(DATA TO USE Opens)

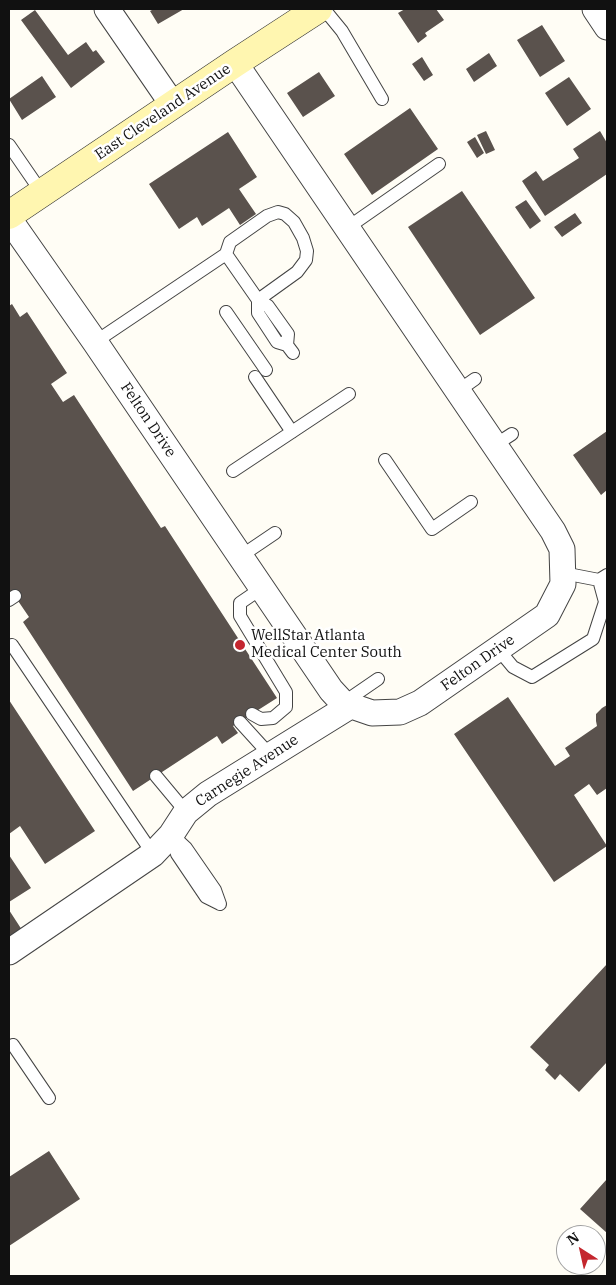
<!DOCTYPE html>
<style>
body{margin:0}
#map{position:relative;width:616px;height:1285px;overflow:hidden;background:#fffdf5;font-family:"IBM Plex Serif",serif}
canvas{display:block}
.frame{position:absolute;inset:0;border:10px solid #111;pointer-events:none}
.north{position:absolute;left:556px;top:1225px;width:50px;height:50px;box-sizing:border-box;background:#fff;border:1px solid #a0a0a0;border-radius:50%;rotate:325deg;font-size:14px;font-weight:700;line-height:20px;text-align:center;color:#111}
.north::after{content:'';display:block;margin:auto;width:18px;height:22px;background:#c4262e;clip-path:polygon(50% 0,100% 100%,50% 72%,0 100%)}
</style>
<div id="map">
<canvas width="616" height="1285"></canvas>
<div class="frame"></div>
<div class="north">N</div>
</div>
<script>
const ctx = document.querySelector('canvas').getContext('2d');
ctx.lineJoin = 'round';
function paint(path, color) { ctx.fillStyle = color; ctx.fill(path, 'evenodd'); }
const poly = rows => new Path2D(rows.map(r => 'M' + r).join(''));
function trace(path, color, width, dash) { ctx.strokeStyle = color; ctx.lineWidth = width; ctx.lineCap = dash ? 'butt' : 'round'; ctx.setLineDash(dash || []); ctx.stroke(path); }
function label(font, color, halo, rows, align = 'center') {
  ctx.font = font + ' "IBM Plex Serif",serif'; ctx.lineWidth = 5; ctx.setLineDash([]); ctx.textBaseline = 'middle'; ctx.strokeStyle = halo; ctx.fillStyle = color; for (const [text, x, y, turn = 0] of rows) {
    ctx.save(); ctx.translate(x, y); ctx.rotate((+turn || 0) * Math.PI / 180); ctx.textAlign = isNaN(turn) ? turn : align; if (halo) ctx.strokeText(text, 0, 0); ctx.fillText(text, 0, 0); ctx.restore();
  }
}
paint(poly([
 [154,9,184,9,158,24,150,11],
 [405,9,436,9,444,20,425,33,427,36,418,43,398,13],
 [35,10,68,55,86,42,93,52,96,50,105,62,71,88,21,20],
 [542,25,565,61,540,77,517,40],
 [489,53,497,66,474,82,466,69],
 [422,57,433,75,424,81,412,64],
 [319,72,335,96,303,117,287,93],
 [42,76,56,97,22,120,9,99],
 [569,77,591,109,567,126,545,93],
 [410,108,438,149,372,195,344,154],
 [486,131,495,150,486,154,477,135],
 [600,131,607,143,607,174,545,216,522,181,536,171,543,181,579,158,573,149],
 [228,132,257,177,239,189,256,214,240,225,229,208,202,226,197,217,179,229,149,184],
 [475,137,484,153,477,158,467,142],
 [462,191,535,298,480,335,408,227],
 [526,200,541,221,530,229,515,207],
 [575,213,582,223,562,237,554,227],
 [12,304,20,317,27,312,67,373,51,384,63,402,74,395,161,528,165,526,277,698,233,726,238,733,222,744,217,736,133,791,23,622,29,617,12,592,9,593,9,306],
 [607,431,607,490,601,495,573,455],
 [508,697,555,766,570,756,565,748,597,726,596,721,596,714,602,708,607,705,607,788,597,795,589,784,574,795,607,846,554,882,454,734],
 [9,700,95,831,45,864,20,826,9,834],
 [9,855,31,888,9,902],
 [9,910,22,930,9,939],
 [607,964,607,1062,579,1092,560,1074,555,1080,545,1070,549,1065,530,1047],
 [49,1151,80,1199,9,1246,9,1177],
 [607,1179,607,1233,580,1209]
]), '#5a524d');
const lane = poly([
 [324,9,342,31,382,99],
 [9,145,42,193],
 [347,228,439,164],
 [226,254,230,242,267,216,278,212,285,214,294,222,303,238,307,251,306,260,297,272,258,300],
 [258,300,258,313,277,342,287,345,293,353],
 [226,312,266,370],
 [95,342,226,254,258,300,268,306,288,334,287,345],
 [255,377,292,432],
 [458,391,475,379],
 [495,445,512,434],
 [385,460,432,529,471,502],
 [233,471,349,394],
 [241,556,275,533],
 [563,573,599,580],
 [9,600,15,596],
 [12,645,153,854],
 [498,649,513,667,532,677,593,639,605,602,599,580,607,575],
 [343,703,378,679],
 [252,714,261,719,273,718,286,707,286,692,240,616,240,603,262,588],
 [240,722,270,755],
 [156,776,186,812],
 [171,835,177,854,206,897,220,904],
 [172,835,186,848,215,890,220,904],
 [13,1045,49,1098]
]);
const street = poly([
 [107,9,173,105],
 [595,9,607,27],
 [9,219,95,342,331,690,343,703,372,713,400,712,420,703,547,615,563,584,562,549,553,531,235,63],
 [9,952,153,854,171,835,186,812,208,794,350,706]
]);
const secondary = poly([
 [9,215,235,63,318,9]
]);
trace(lane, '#444', 14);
trace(street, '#444', 27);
trace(secondary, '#333', 29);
trace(lane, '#fff', 12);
trace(street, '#fff', 25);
trace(secondary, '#fff6b0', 28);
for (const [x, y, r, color] of [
 [240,645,6,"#c4262e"]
]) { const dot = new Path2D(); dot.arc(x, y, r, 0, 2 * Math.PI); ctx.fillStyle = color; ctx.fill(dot); trace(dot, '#fff', 2); }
label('15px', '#111', '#fff', [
 ["East Cleveland Avenue",163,112,-34],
 ["Felton Drive",148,420,56],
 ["Felton Drive",478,663,-35],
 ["Carnegie Avenue",247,771,-33]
]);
label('15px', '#111', '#fff', [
 ["WellStar Atlanta",251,636],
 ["Medical Center South",251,653]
], 'left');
</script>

(DATA TO USE Closes)

*WORK ITEM*. Extract from the records above the lines from the one containing "function paint(path, color)" to the one containing "ctx.font = font", both lines included, exactly as they appear and with nothing else.

*EXPECTED ANSWER*.
function paint(path, color) { ctx.fillStyle = color; ctx.fill(path, 'evenodd'); }
const poly = rows => new Path2D(rows.map(r => 'M' + r).join(''));
function trace(path, color, width, dash) { ctx.strokeStyle = color; ctx.lineWidth = width; ctx.lineCap = dash ? 'butt' : 'round'; ctx.setLineDash(dash || []); ctx.stroke(path); }
function label(font, color, halo, rows, align = 'center') {
  ctx.font = font + ' "IBM Plex Serif",serif'; ctx.lineWidth = 5; ctx.setLineDash([]); ctx.textBaseline = 'middle'; ctx.strokeStyle = halo; ctx.fillStyle = color; for (const [text, x, y, turn = 0] of rows) {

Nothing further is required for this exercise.